続平成太平記

アジアの中の日本

 韓国がいつまでも「先進国」になれぬ理由

2017-04-19 10:51:08 | 日記
大前研一氏指摘 韓国がいつまでも「先進国」になれぬ理由

2017.04.17 16:00

SAPIO2017年5月号

韓国経済はかつて、「日本を追い抜く」「世界を牽引する」と喧伝された。

それが今、苦境に喘いでいる。なぜ韓国は、経済の面で先進国になりきれないのか? 大前研一氏が解説する。

 * * *

 一般的に1人あたりGDPが2万ドルを超えると中進国、3万ドルを超えると先進国とされる。

だが、3万ドル経済に向かおうとする中進国は、しばしば為替や労働コストが高くなって競争力を失い、3万ドルに近づくと落ちるという動きを繰り返す。

これが「中進国のジレンマ」だ。

 韓国経済も、調子が良くなるとウォンや労働コストが高くなり、そのたびに競争力を失って落ちるという悪循環に陥っている。

 なぜ韓国は「中進国のジレンマ」から抜け出せないのか? 

最大の理由は、イノベーションがないことだ。

日本は素材を中心とした広範な分野のイノベーションと生産性向上によって、為替や労働コストの上昇を乗り越えた。

スイス、イタリア、フランス、ドイツなどはブランド、マーケティング、デザイン力による高級化・高価格化というかたちでイノベーションに成功した。

韓国は、そのどちらもできていないのだ。

 詳しく説明しよう。日本型のイノベーションも、スイスやイタリアのようなイノベーションも、多額の投資が必要である。

たとえば、日本企業はR&D(研究開発)とマーケティングにそれぞれ売上高の7%くらいを使うのが普通である。

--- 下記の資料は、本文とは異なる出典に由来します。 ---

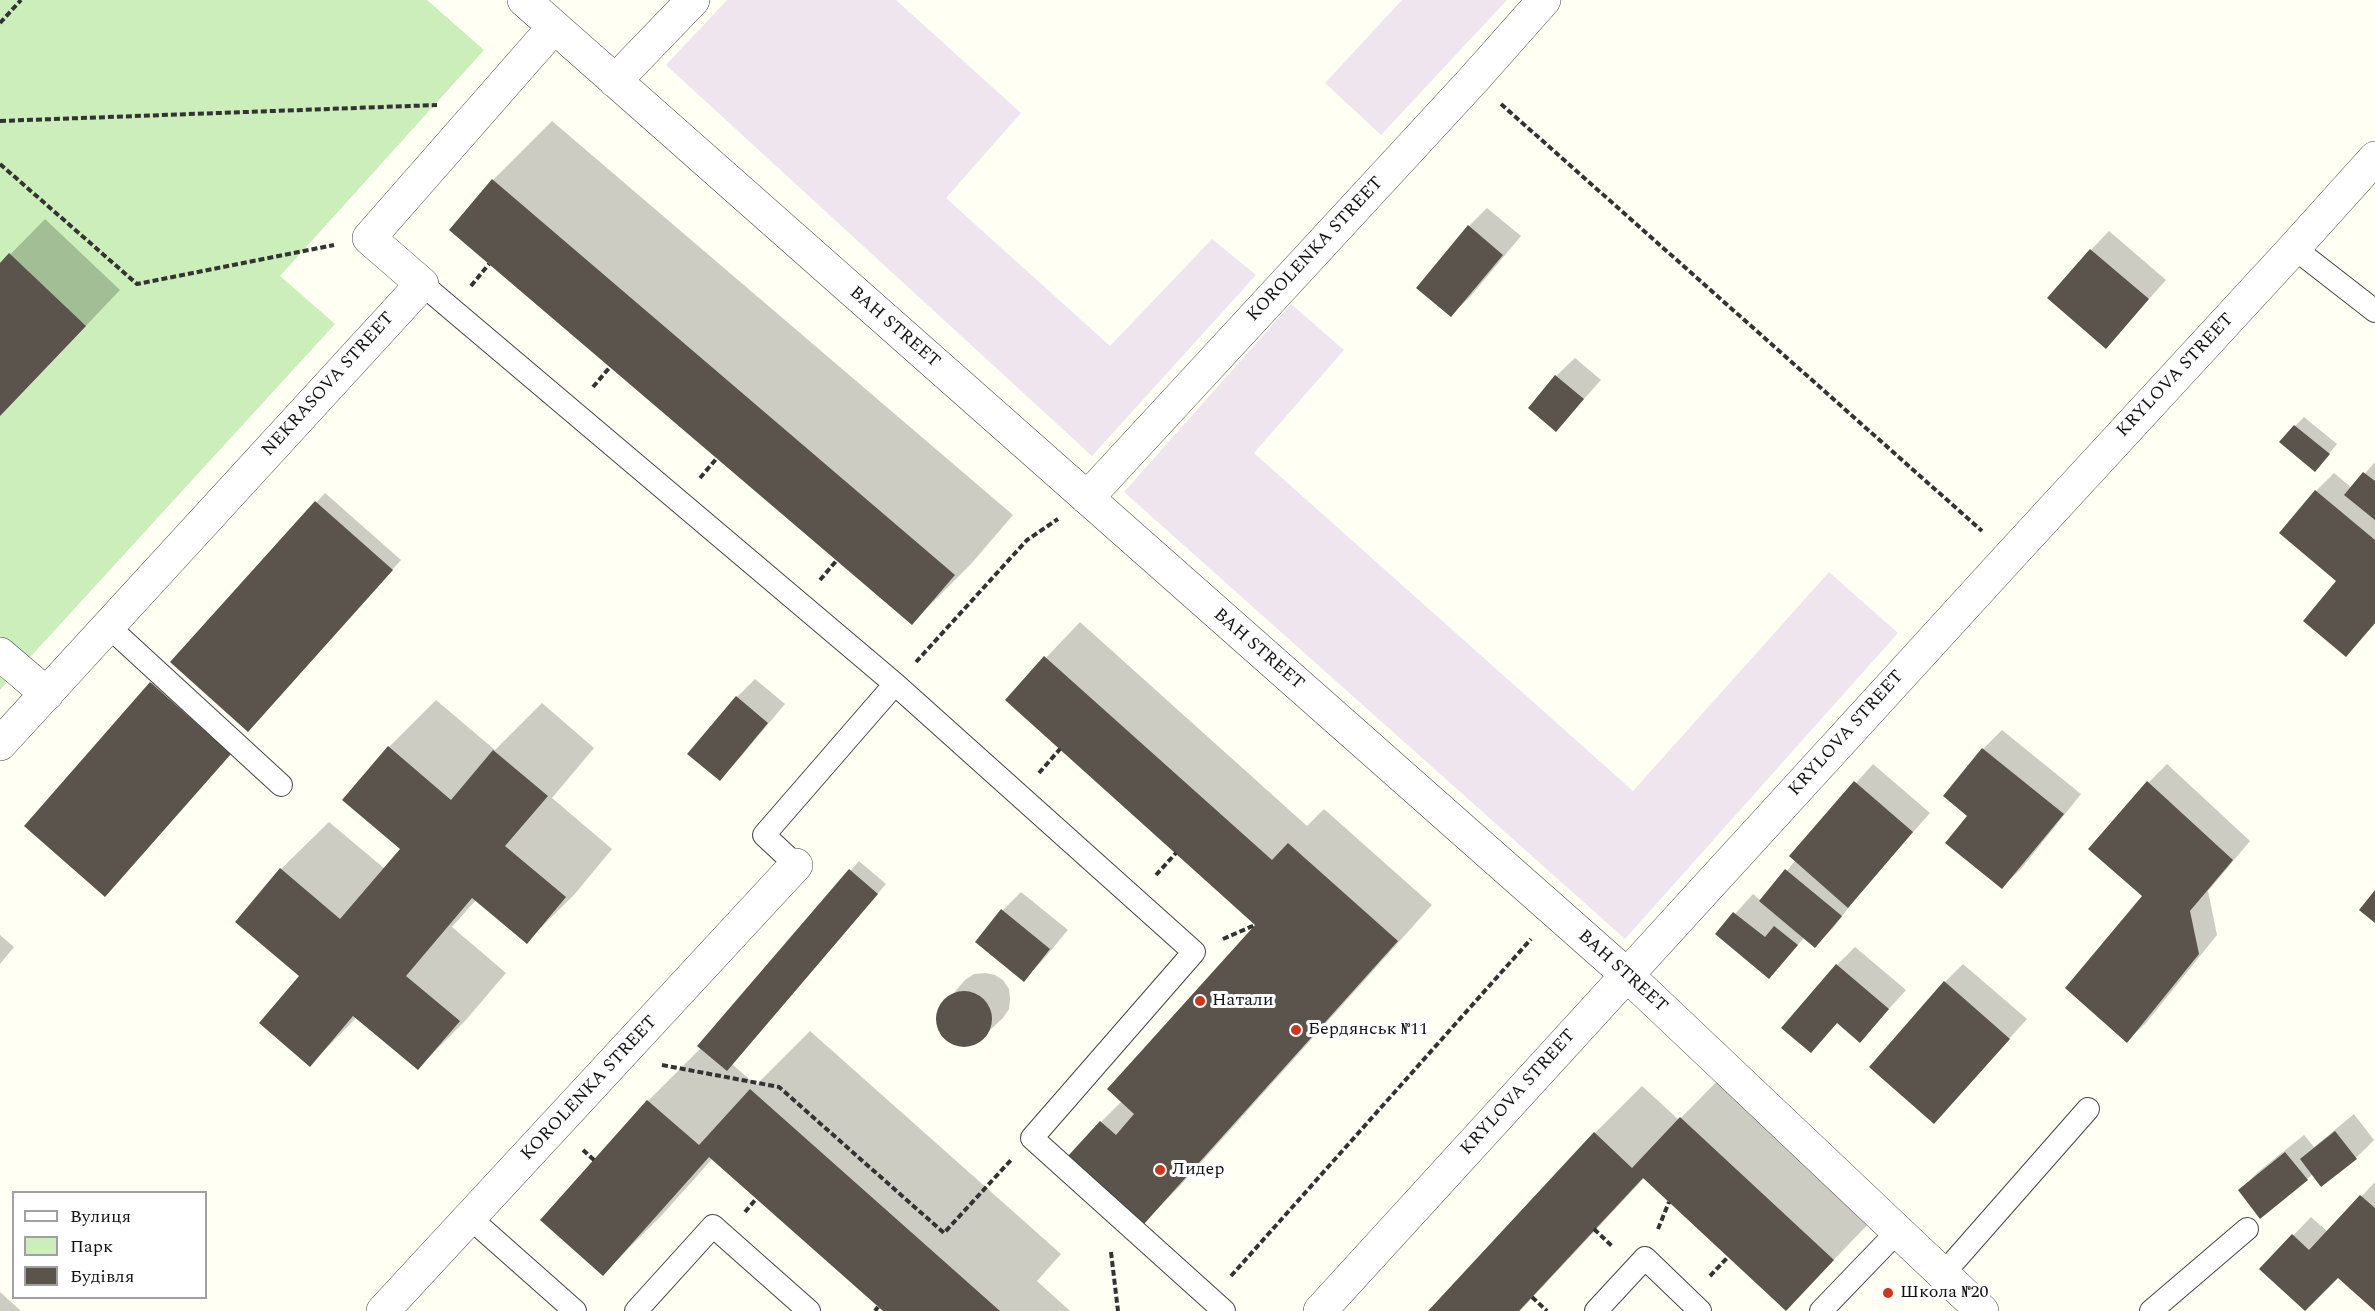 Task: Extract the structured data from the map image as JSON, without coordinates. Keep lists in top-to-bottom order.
{
  "streets": {
    "street": [
      "KOROLENKA STREET",
      "BAH STREET",
      "KRYLOVA STREET",
      "NEKRASOVA STREET"
    ]
  },
  "crossings": [
    ["KOROLENKA STREET", "BAH STREET"],
    ["BAH STREET", "KRYLOVA STREET"]
  ],
  "places": [
    "Натали",
    "Бердянськ №11",
    "Лидер",
    "Школа №20"
  ],
  "legend": ["Вулиця", "Парк", "Будівля"]
}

創薬型の製薬会社の場合はR&Dに売上高の10~20%を投じるのが当たり前だ。

 また、「パテック・フィリップ」「フランク・ミュラー」「ウブロ」といったスイスの高級機械式時計メーカーのようなハイエンドの商品は、マーケティングに売上高の3割を投入することも珍しくない。

トヨタ自動車の「レクサス」もアメリカ市場でブランドを確立するために巨額を投じ、デポ(拠点)を増やして修理時や車検時の代車などできめ細かいサービスを展開して成功した。

そうした投資をしてイノベーションを生まない限り、日本や欧米先進国を超えていくことはできないわけだが、韓国企業にそのような発想はない。

多くの韓国企業と仕事をしたことがある私の経験では、R&Dやマーケティングには、せいぜい売上高の2~3%しか投資しない。

R&Dやマーケティングにカネと時間をかけるより、日本や欧米の技術やデザインをパクってスピードと規模で勝負すればよい、という発想なのである。

 だから大半の韓国企業はブランドを確立できず、かといって生産性を向上して大きくコストを下げることもできないため、価格がハイエンドとローエンドに二極化した今の時代の中で、消えつつあるミドルレンジ(中間価格帯)に取り残されているのだ。

 その上、韓国は産業の“厚み”がなく、中小企業(SME*)に日本のような技術力がない。

多数の韓国の中小企業の人たちと話したことがあるが、彼らは一様に「大企業の単なる外注・下請けでしかない」と嘆いていた。

【*Small and Medium Enterpriseの略】

 日本の場合、大企業は傘下の中小企業が新製品の開発やコストダウンなどについて何か良いアイデアを出したら、それによってもたらされた利益を折半するというようなインセンティブ制度が珍しくない。

だから日本の中小企業は技術レベルが非常に高く、層が厚いのである。

 一方、韓国の場合は財閥系の大企業が目先の利益だけにこだわっているため、傘下の中小企業がイノベーションや生産性向上の提案をしたとしても全部搾取されるだけで、日本のように大企業が中小企業を育てて産業の裾野を広げるという土壌がないのである。

かてて加えて、韓国は産業構造の転換もできていない。

『日経ヴェリタス』による2016年の世界の企業の時価総額ランキングでは、首位から12位まで、ずらりとアメリカ企業が並んでいるが、上位に入っているのは、1位のアップル、2位のアルファベット(グーグルの持ち株会社)、3位のマイクロソフト、6位のアマゾン・ドット・コム、7位のフェイスブックという昔はなかったICT(情報通信技術)企業である。

 ところが、韓国ではアメリカのような21世紀型の新しい産業、新しい業種がほとんど生まれていない。

財閥系の大企業が「従来の延長線上でいっそう努力する」というアナログ思考のやり方なので、産業構造が20世紀のままになっているのだ。

 以上のような問題があるため、韓国は大きく飛躍することができず、いつまでたっても「中進国のジレンマ」から抜け出せないのである。